The Imperial Yacht Livadiia

At this point, a brief detour into Russian naval geography. The Russians had two main fleets, Baltic and Black Sea. The Turkish Straits were closed to Russian warships by treaty, so any ships for the Black Sea had to be built there and stay there. Ships deployed to the rest of the world, most notably the Far East, were built in the Baltic and sailed out.

Petr Velikii was not followed by another battleship for 13 years. The Russian Navy focused its limited funds on commerce-raiding ships until the early 1880s.


Chesma, of the Ekaterina II class

The first class of Black Sea battleships, the three-ship Ekaterina II class, exemplify the promise and problems of Russian battleship design. The Russians placed great emphasis on ramming, and wanted maximum forward firepower. They also wanted ships capable of high-angle fire in a bombardment role,2 which meant disappearing mounts. They originally planned on 3 15" guns, although they were not ready in time, and twin 12" mounts were substituted. The mounts were arranged in a triangular redoubt, two side-by-side forward, one aft.
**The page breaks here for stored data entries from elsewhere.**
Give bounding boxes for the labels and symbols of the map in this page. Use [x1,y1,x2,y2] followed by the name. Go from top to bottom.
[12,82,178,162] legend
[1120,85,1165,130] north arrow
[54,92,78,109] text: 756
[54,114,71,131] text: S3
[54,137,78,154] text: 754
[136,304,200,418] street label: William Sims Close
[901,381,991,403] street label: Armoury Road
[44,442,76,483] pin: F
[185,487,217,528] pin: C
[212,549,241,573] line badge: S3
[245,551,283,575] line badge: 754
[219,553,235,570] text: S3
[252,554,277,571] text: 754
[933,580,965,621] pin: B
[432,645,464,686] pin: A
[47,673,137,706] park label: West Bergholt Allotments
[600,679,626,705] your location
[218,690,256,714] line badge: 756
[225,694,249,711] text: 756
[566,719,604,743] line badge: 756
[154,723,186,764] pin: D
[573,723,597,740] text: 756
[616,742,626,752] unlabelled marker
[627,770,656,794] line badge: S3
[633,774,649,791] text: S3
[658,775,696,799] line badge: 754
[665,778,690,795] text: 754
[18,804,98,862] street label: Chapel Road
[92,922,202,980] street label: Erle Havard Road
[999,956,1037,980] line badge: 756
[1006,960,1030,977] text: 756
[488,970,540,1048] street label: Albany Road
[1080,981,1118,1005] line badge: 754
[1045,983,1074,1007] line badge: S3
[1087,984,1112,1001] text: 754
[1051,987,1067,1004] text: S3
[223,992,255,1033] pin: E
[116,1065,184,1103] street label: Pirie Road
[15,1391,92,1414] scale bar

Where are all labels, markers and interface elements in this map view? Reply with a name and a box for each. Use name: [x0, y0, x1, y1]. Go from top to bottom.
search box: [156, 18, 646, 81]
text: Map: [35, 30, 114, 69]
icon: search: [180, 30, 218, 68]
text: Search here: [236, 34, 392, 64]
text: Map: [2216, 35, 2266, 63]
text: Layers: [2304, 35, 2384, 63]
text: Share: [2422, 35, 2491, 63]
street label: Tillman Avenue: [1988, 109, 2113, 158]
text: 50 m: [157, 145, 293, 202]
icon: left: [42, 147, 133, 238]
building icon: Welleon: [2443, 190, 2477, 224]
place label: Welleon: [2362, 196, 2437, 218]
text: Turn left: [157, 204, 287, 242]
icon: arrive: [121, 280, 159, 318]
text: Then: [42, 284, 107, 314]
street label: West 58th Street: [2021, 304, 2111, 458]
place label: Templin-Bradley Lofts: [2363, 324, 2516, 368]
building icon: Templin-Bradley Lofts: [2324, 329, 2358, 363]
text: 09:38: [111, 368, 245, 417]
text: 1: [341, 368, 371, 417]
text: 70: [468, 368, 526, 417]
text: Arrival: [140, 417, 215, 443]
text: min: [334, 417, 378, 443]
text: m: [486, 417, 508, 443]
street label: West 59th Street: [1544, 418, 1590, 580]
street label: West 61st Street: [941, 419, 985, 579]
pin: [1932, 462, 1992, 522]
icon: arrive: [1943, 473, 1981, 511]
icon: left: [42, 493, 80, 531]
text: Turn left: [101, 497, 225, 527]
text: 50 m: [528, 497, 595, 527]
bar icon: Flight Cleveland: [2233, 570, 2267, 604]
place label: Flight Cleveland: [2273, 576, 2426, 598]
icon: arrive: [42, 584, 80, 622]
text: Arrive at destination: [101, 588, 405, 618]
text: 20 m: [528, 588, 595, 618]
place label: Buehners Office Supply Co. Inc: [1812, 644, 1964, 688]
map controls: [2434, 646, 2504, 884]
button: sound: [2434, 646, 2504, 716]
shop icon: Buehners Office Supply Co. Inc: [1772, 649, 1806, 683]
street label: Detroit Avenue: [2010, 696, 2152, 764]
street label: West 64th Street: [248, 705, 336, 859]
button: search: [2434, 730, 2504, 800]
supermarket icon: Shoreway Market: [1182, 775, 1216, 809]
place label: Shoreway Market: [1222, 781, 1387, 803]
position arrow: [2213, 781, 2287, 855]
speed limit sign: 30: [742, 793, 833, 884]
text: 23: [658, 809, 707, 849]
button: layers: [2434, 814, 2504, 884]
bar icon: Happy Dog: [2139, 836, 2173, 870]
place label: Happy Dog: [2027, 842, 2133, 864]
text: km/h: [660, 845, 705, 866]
A diagram of the Ekaterina II class

This was an interesting design, if a bit odd to modern eyes. But problems soon began. The Russians soon decided that they didn't want the disappearing mounts, although Ekaterina II was too far advanced to make the change. Sinop was the least advanced of the three, and it was decided to narrow her redoubt, as the new mountings took up less space than the original ones. However, this wasn't the end of things. Soon, the Russians developed a 12"/35 gun. It replaced the 12"/30 on the Chesma, the last unit of the class. It was never fitted to Ekaterina II or to Sinop. In the former case, the disappearing mounts wouldn't fit it, and in the later, the new redoubt was too narrow. Chesma also had problems, with her unbalanced turrets causing the ship to list when they were trained to the beam.3 It took 6 to 7 years for each to be completed (construction ran 1883-1890), and all three were approximately 10% overweight, as just about everything came out heavier than expected.


Imperator Nikolai I

In the Baltic, there wasn't even a pretense of standardized design. Imperator Aleksandr II was essentially a central battery design (4x9", 8x6") with a single barbette (2x12") forward.4 Again, great weight was placed on ahead fire for ramming situations. Imperator Nikolai I was a close relation, but carried a proper turret forward. The third, Gangut, was smaller and had only one 12" and four 6", but was otherwise similar. She was sunk after ripping her bottom out on a shoal in 1897, due to poor workmanship compromising watertightness and being well over her design weight, making her more vulnerable to flooding in areas not designed to be watertight.


Dvenadtsat Apostolov

In the Black Sea, things were also not going well. Dvenadtsat Apostolov (Twelve Apostles), the next ship built there, was totally redesigned after construction commenced, replacing the planned battery of 8 9" guns with 4 12" and 4 6", although in roughly the same locations (2 barbettes and a casemate). An amusing quirk was that the 12" guns couldn't be loaded if the ship was heeling more than 5 degrees.


Georgii Pobedonosets

In 1887, before the next ship was ordered, the Russians decided that all future ships should have turrets instead of barbettes. In 1889, a slipway in the Black Sea became available thanks to the launch of Sinop, and a half-sister of the Ekaterina IIs was ordered, barbettes and all, to fill it. This may have been a result of the need to maintain work in the shipyard to avoid the loss of skilled workers,5 but a variant with turrets was rejected for being about 500 tons overweight. The modifications allowed the 12"/35 guns to be fitted in the narrower barbettes of Sinop. Various steps were taken to solve the overweight problems that had plagued the Ekaterina IIs, but the ship, Georgii Pobedonosets, was still 7.8% overweight. Worse, one of the weight-saving strategies was to narrow the belt. This meant that while the Ekaterian IIs had 13 in of belt above the water at full load, Georgii Pobedonosets had only 6 in.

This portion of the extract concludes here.